Demographic study of the region's 1.74million residents is expected to help secure funds for anti-poverty, housing and transit efforts.

December 08, 2006|Amanda Covarrubias | Times Staff Writer

The San Fernando Valley lost its bid for secession in 2002.

But the U.S. Census Bureau gave the region something of a consolation prize Thursday with the release of the first-ever demographic snapshot of the region.

It showed that Valley residents make more money, spend more of it on housing and endure longer commutes to work than the average American.

The findings, while far from unexpected, were met with pride from Valley leaders who see it as an important step in being viewed as distinct from the Greater Los Angeles area.

L.A.'s Valley neighborhoods, combined with the cities of Glendale, Burbank, Calabasas and San Fernando, had a population of 1.74 million in 2005, making it larger than every American city but New York, Los Angeles, Chicago and Houston.

The census report resulted from a hard-fought battle by Valley leaders to have the area recognized as geographically distinct from the rest of the city and county. It will allow elected leaders to pursue federal and state funds based on its unique demographics, said U.S. Rep. Brad Sherman (D-Sherman Oaks), who represents a large portion of the Valley and helped pave the way for the region to gain separate status last year with the Census Bureau.

The designation came after the Valley failed in its effort to break away from the city of Los Angeles. During the campaign, some Valley residents questioned whether accurate demographic statistics about the region existed.

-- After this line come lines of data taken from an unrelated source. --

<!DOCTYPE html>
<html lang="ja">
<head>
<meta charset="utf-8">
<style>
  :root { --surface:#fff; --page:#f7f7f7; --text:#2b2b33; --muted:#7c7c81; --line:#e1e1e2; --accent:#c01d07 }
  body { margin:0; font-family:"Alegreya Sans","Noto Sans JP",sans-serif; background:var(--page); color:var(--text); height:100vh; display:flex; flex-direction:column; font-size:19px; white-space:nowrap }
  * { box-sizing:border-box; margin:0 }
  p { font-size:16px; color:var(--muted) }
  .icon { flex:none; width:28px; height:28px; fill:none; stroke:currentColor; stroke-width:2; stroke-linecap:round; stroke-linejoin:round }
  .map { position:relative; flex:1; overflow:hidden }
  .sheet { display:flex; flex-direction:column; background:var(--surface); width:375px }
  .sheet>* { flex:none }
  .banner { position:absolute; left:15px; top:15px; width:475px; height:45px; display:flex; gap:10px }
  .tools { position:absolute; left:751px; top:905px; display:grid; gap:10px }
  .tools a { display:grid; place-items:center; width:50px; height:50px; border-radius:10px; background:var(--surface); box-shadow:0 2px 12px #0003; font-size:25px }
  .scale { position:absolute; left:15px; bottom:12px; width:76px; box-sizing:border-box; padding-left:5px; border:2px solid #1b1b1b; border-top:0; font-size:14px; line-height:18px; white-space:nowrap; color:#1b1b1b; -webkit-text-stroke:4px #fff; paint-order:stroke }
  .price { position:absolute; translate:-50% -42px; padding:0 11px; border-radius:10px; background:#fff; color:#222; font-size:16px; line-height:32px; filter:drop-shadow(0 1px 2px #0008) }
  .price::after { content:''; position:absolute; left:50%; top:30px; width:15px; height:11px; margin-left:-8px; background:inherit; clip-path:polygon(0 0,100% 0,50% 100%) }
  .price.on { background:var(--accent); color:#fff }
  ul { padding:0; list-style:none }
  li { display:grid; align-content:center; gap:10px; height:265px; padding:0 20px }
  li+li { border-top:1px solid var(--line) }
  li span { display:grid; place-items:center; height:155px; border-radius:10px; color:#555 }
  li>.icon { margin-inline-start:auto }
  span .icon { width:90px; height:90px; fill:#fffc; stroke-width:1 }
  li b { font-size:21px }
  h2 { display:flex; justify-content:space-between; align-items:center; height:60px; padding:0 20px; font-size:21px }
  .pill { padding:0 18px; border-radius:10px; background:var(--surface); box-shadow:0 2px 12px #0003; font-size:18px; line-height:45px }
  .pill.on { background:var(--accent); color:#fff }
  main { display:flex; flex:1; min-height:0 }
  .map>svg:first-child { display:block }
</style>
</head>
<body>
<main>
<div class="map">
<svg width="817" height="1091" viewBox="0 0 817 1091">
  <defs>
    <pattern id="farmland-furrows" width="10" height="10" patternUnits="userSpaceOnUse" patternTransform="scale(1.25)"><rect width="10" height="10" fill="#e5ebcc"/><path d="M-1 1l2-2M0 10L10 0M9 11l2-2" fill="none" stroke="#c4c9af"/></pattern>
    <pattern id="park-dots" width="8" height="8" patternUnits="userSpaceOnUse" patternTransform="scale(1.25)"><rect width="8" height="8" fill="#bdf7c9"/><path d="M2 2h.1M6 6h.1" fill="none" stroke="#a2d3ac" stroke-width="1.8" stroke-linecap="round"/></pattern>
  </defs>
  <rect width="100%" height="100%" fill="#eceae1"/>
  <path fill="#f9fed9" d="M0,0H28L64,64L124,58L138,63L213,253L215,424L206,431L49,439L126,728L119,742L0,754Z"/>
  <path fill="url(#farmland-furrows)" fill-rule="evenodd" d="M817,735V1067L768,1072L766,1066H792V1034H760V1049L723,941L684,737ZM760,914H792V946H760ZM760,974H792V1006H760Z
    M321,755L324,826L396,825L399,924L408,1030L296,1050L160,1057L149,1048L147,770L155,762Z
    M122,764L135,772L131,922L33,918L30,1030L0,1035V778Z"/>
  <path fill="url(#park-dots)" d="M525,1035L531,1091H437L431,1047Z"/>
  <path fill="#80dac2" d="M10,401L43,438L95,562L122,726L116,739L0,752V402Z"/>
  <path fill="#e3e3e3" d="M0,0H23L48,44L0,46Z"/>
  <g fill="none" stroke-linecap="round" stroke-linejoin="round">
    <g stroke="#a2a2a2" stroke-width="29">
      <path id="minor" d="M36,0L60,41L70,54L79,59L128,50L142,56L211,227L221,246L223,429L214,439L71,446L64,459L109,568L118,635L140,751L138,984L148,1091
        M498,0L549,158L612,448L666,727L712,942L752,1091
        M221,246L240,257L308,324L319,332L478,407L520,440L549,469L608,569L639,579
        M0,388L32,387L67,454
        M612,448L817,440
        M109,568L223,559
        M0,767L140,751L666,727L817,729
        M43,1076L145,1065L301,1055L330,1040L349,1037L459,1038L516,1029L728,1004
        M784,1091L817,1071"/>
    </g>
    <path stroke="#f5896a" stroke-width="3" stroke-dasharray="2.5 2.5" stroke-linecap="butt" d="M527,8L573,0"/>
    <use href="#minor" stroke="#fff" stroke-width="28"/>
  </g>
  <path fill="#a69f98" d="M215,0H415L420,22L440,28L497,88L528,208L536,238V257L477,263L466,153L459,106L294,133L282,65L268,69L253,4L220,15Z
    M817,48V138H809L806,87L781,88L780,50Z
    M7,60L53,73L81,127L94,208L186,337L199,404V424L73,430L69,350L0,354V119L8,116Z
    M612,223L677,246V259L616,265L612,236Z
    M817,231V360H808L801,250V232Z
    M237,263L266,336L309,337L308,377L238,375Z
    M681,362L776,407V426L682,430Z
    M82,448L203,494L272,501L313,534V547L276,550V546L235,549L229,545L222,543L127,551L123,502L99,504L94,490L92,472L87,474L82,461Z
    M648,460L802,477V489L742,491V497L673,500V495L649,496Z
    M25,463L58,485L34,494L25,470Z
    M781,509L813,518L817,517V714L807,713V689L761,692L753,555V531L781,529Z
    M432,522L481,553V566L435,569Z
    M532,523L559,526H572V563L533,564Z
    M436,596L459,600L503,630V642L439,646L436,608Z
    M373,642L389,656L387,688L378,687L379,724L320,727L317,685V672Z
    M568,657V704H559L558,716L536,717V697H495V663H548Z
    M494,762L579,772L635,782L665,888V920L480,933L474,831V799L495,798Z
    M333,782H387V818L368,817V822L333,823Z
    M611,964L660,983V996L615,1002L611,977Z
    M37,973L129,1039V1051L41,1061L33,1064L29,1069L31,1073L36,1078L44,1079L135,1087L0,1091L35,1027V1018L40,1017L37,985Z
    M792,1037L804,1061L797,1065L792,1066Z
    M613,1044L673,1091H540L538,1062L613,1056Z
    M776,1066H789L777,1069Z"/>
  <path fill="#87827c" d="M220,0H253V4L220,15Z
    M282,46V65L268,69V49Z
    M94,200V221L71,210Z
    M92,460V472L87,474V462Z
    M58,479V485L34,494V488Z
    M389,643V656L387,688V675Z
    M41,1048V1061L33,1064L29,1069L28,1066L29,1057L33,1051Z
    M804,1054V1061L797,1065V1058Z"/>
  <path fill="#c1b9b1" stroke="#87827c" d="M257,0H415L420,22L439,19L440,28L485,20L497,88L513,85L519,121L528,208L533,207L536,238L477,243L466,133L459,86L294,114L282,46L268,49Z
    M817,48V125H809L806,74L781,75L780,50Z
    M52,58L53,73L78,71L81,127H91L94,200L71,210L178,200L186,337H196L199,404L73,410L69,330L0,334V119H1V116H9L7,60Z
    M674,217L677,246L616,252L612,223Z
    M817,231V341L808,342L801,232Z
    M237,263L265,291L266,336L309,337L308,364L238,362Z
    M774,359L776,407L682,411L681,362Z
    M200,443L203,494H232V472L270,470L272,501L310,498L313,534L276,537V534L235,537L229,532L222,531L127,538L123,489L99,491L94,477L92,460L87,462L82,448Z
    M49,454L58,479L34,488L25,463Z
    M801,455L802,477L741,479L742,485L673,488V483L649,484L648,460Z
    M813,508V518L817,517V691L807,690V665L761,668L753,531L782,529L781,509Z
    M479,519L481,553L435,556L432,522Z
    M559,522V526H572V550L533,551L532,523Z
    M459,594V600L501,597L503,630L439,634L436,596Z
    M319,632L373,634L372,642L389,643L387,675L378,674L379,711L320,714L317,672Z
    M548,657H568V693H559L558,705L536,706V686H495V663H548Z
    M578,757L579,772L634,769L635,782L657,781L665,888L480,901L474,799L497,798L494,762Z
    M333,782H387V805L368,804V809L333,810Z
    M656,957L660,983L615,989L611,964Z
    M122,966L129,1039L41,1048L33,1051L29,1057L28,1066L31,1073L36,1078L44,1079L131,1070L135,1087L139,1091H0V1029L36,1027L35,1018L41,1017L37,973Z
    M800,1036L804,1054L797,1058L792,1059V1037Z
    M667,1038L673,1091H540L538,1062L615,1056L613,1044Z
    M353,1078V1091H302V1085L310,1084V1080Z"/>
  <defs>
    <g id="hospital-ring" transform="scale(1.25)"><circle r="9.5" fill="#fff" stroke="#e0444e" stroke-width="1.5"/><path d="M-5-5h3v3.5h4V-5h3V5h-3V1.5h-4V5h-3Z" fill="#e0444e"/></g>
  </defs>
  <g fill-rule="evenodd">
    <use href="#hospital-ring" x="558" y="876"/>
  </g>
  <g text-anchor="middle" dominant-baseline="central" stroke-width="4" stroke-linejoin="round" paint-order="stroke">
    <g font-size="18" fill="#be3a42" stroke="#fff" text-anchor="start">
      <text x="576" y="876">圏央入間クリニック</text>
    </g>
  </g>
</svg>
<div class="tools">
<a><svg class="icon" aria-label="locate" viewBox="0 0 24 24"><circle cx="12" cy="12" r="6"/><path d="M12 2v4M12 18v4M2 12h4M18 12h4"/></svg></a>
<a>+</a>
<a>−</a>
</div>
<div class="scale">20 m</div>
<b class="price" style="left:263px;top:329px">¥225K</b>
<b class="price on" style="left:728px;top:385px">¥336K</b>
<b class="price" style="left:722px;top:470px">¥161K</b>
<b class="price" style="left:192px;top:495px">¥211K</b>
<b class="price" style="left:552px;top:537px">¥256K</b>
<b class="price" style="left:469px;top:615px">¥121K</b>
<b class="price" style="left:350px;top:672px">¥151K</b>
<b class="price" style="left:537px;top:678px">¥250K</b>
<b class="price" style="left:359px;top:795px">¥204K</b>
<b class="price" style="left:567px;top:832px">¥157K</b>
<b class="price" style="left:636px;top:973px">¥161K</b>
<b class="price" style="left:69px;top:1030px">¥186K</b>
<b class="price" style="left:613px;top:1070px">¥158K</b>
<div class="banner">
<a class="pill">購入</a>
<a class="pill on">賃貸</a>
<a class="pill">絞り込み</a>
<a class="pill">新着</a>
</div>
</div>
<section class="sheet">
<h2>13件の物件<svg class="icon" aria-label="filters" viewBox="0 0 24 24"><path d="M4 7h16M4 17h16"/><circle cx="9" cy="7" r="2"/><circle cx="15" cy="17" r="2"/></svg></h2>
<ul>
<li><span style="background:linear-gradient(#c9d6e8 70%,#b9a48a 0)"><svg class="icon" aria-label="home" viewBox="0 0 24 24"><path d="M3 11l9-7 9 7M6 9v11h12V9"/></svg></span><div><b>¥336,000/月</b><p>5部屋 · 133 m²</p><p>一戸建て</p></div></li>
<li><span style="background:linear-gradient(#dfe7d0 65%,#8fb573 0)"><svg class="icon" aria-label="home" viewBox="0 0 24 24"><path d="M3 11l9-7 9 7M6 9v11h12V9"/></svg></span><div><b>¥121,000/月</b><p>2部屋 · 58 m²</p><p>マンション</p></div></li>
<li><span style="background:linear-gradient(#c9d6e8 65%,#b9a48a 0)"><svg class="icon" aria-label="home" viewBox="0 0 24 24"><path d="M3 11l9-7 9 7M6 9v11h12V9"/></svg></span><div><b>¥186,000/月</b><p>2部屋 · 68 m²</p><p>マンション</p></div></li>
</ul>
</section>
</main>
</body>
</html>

"It may have even started before the secession debate, but it reflected the same kind of cynicism and suspicion on the part of Valley residents that they were a donor region, not a recipient region, when it came to dollars spent," said L.A. County Supervisor Zev Yaroslavsky, who represents part of the Valley. "So when taxes were raised, they were the first to pay dearly, but when it came to getting services, they were not the first to receive. Most of us were not in a position to be able to argue the interests of the Valley in the best possible way or in context to the rest of the region."

The report should dispel the idea that the Valley is filled only with financially well-off white people. It found that more than 72,000 households have incomes under $15,000.

"There is significant poverty in the Valley, justifying our requests for housing funds and for inclusion in tax-incentive empowerment zones," Sherman said.

According to the report -- which surveyed households only and had a margin of error of about 3% -- 1,032,000 Valley residents were born in the United States, and 711,000 were foreign born. In terms of languages spoken in the home, 668,000 households spoke English only, and 956,000 spoke a language other than English.

"The Valley has become a port of entry for foreign-born people right along with the rest of L.A.," said Dan Blake, director of the San Fernando Valley Economic Research Center at Cal State Northridge.

Of the Valley's foreign-born residents, 264,000 were from Asian countries and 374,000 from Latin American countries.

"It tells you something about the foreign-born in the Valley," Blake said. "It's illuminating for people who are thinking of opening ethnically oriented markets and shops and providing services and so on. There's a stereotype that a lot of people are carrying around, but now we have the up-to-date information of who is really in the Valley."

At the same time, the median home price in the region -- meaning the price at which half are higher and half lower -- was found to be $524,800, higher than that in the city, county and state.

Yet the median household income in the Valley was estimated at $51,700, compared with $53,600 statewide and $46,200 nationwide.

"I see folks in the Valley with their median income, earning four, five, six thousand dollars or more per year (than the national median) and spending it all on housing," Sherman said. "We really don't have more disposable income."

Sherman said the data would aid efforts to make more low-cost mortgages available to Valley residents and to preserve the income tax deduction on mortgage interest.

"These issues are particularly important to the typical Valley homeowner," he said. "The buyer of a $500,000 or a $600,000 home in the Valley is a local teacher or police officer -- not a millionaire."

The findings also estimated that Valley residents spent an average of 29 minutes commuting to work, compared with a statewide average of 27 minutes and a national average of 25 minutes.

Sherman said that information would be useful in seeking federal transportation dollars and state funding under Proposition 1B, a $19.9-billion state transportation bond approved last month by voters.

Besides using it to extract dollars from the government, the census report might help economic leaders lure new businesses and jobs to the Valley, officials said.

The data show that more than 107,000 residents have graduate or professional degrees and an additional 227,000 have bachelor's degrees.

"Businesses are looking for an educated workforce," Sherman said.